Teeming with melodic epiphanies and layered sounds, Squid’s second album O Monolith is a musical evocation of environment, domesticity and self-made folklore. Like its predecessor, 2021’s critically acclaimed, UK number 4 album Bright Green Field, it is dense and tricksy – but also more warm and characterful, with a meandering, questioning nature. This is unmistakably music made by friends, but it’s not exclusionary – they’re inviting you in to listen with them. 

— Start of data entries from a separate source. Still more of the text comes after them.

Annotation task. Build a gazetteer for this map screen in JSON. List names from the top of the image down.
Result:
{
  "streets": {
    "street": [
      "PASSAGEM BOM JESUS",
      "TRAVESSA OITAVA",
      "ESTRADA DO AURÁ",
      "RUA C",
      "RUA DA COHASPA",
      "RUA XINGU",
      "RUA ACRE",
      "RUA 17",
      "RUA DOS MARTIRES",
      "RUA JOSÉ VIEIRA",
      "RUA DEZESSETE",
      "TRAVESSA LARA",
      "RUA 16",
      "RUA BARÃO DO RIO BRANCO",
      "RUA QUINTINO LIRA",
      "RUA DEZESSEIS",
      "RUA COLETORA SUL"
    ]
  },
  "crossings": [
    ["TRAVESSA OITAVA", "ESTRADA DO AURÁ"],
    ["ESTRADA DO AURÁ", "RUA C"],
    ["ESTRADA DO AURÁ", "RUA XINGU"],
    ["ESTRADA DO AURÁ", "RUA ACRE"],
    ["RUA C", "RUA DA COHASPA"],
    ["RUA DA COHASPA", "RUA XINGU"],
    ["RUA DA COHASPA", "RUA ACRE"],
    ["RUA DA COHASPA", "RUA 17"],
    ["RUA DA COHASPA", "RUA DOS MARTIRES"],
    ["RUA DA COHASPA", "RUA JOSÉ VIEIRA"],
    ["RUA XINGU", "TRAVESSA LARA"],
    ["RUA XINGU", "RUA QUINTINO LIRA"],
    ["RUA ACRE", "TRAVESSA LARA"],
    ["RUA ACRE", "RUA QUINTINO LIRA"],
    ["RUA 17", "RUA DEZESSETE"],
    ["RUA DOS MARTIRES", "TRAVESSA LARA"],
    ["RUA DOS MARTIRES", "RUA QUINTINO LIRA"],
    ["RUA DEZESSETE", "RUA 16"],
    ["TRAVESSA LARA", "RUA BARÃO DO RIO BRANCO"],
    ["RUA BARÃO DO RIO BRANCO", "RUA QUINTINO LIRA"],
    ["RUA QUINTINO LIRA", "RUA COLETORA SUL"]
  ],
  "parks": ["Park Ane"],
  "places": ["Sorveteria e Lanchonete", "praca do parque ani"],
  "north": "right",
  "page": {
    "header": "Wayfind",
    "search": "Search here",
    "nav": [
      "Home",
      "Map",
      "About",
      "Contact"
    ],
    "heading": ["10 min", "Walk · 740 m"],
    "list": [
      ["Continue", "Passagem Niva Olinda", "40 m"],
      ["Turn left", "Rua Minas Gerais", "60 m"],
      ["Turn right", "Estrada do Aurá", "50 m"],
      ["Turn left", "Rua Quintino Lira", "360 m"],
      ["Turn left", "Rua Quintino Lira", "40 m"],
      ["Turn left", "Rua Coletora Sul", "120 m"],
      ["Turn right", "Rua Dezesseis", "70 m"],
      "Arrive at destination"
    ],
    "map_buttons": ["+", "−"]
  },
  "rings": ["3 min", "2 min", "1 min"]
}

The album began its gestation only two weeks after the release of Bright Green Field, on the band’s Fieldworks tour in May and June 2021. “Without that tour we wouldn’t have any of these tracks,” says vocalist and drummer Ollie Judge, of the fully seated, socially-distanced shows that allowed them to test out work-in-progress music. “People were so looking forward to seeing live music that we thought we could just play anything, even if it was unfinished. In some form or another we played about 80% of O Monolith, mostly without lyrics.” The band found themselves abstracting song structures that were familiar to them, alongside unusual time signatures and ways of playing. “We were quite keen on pushing ourselves musically in a way that was a reaction against what we’d done before,” adds guitarist Louis Borlase. “So we were playing elements of Bright Green Field alongside quite free explorations of all these new ideas.” 

 

O Monolith was produced by Dan Carey, mixed by John McEntire of Tortoise and recorded at Real World Studios. There’s a running theme of the relation of people to the environment throughout. There are allusions to the world the band became so immersed in, environmental emergency, the role of domesticity, and the displacement you feel when you’re away for a long time.  

 

Expansive, evocative and hugely varied, O Monolith retains Squid’s restless, enigmatic spirit, but it still holds surprises for those familiar with Bright Green Field. It’s a reflection of the outsized progression of a band always looking to the future. Like its namesake, O Monolith is vast and strange; alive with endless possible interpretations of its inner mysteries.